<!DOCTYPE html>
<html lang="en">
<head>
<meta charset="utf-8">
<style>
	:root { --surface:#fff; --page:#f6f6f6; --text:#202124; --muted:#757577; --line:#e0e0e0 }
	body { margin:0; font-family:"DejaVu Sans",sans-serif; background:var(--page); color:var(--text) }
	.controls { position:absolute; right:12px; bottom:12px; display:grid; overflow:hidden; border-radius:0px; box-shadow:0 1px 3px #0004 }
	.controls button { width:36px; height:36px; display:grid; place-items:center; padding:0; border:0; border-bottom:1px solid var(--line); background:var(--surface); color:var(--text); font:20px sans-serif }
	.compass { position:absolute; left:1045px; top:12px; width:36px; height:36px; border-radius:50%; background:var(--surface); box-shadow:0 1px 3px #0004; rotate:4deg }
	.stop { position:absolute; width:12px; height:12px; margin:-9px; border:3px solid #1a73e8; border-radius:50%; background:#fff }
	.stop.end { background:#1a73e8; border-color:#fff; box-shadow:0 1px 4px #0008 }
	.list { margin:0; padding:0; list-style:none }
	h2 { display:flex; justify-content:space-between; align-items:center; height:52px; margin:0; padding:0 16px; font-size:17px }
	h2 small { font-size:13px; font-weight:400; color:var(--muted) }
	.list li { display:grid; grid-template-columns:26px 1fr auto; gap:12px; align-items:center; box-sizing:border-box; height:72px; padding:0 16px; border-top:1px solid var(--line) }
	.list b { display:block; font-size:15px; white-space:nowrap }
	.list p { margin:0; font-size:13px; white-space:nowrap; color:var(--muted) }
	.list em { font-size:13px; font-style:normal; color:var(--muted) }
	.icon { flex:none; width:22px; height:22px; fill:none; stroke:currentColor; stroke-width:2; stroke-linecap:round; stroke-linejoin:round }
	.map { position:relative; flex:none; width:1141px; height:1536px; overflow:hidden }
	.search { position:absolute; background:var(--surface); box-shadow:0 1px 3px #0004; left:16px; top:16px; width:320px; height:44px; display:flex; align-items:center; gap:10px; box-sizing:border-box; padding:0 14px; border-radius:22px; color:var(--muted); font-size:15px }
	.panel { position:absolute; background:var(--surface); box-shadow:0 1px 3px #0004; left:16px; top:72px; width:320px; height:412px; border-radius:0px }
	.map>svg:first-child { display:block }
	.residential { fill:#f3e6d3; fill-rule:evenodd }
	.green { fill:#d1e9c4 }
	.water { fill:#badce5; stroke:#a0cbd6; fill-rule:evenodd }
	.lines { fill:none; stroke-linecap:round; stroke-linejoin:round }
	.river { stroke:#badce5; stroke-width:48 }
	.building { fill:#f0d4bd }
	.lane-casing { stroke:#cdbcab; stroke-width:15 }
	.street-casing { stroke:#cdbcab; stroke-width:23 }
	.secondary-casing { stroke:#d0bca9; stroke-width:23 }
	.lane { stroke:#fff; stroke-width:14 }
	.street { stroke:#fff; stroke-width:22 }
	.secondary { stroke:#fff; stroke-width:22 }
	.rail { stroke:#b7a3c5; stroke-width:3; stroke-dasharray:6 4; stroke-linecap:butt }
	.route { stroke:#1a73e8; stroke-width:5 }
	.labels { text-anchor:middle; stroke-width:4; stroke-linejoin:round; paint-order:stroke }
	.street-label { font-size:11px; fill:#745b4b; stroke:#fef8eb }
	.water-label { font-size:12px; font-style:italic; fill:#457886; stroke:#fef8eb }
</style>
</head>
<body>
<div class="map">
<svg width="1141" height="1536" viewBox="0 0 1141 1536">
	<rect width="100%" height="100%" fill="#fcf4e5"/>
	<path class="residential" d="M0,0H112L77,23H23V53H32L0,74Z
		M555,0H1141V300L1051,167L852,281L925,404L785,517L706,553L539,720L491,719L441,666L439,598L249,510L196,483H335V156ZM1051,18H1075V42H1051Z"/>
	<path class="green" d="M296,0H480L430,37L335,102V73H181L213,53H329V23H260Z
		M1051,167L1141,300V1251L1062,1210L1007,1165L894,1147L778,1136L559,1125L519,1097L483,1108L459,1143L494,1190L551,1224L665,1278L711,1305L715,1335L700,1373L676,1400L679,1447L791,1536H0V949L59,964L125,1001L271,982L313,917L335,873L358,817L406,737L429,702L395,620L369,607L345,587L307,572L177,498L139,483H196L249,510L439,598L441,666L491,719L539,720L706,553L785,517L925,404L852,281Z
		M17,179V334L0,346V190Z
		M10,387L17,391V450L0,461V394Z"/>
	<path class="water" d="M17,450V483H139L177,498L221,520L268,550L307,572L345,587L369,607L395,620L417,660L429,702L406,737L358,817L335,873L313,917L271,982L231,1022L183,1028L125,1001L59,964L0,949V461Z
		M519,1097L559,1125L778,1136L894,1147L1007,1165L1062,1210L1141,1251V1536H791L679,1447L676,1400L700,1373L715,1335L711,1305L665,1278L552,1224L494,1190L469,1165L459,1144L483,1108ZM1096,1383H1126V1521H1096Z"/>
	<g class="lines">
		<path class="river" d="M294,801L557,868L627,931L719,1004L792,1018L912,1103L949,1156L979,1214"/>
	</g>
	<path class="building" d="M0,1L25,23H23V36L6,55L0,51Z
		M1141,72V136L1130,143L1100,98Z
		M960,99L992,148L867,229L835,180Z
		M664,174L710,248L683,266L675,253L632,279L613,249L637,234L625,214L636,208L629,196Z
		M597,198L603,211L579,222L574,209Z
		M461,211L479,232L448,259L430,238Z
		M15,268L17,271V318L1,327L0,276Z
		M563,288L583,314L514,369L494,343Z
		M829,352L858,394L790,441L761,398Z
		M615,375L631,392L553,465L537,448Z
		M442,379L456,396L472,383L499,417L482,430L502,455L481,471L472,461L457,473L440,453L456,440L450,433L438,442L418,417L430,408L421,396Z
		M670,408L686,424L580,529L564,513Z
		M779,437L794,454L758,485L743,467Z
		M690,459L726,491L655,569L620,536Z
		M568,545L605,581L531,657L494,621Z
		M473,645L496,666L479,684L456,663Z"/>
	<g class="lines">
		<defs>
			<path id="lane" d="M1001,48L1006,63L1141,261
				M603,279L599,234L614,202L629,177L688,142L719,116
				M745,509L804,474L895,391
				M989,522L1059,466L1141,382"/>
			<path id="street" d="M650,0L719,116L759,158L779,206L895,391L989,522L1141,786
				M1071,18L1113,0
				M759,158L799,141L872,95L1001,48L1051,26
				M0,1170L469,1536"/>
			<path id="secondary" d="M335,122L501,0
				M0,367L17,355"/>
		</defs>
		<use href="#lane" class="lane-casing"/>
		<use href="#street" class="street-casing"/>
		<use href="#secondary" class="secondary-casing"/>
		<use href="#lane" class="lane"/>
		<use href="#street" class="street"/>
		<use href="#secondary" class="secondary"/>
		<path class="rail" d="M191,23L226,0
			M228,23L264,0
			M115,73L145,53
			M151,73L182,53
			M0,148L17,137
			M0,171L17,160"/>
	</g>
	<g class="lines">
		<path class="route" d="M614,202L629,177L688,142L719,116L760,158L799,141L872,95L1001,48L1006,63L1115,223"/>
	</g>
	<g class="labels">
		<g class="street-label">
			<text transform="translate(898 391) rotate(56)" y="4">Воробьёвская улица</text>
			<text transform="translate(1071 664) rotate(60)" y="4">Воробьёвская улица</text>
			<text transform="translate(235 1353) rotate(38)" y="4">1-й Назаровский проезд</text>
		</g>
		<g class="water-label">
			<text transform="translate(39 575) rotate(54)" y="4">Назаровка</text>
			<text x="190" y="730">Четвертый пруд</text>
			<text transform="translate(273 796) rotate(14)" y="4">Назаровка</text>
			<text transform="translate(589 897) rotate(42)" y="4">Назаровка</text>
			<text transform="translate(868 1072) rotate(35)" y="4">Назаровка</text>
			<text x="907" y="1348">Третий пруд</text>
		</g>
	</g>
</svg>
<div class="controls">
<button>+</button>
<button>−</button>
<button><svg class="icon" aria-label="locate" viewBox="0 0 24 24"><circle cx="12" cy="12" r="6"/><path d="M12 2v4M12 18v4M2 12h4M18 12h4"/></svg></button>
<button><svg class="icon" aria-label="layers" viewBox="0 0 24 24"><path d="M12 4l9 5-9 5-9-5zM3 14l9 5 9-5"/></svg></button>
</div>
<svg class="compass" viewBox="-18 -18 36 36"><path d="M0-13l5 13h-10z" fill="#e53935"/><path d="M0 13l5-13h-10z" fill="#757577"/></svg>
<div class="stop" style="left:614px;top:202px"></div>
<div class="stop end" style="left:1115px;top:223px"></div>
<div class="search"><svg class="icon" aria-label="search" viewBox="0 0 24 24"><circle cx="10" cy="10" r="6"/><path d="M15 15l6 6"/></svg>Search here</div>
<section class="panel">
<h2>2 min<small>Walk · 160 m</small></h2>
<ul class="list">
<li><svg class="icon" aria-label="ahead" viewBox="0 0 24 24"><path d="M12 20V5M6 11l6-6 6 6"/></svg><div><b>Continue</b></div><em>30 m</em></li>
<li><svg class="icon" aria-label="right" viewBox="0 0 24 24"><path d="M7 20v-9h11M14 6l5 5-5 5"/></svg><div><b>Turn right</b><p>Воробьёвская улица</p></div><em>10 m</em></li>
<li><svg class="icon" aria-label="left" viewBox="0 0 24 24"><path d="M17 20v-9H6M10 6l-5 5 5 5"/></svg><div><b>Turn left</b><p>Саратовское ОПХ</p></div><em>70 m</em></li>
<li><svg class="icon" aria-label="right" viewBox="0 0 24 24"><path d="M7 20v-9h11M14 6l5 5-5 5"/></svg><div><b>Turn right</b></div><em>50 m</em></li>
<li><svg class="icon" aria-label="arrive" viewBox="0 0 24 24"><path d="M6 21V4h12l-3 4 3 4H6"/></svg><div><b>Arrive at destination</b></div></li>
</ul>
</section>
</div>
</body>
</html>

* * * * *

## Try it
Each line of the records that contains the string "casing" must be copied.

## Exercise result
	.lane-casing { stroke:#cdbcab; stroke-width:15 }
	.street-casing { stroke:#cdbcab; stroke-width:23 }
	.secondary-casing { stroke:#d0bca9; stroke-width:23 }
		<use href="#lane" class="lane-casing"/>
		<use href="#street" class="street-casing"/>
		<use href="#secondary" class="secondary-casing"/>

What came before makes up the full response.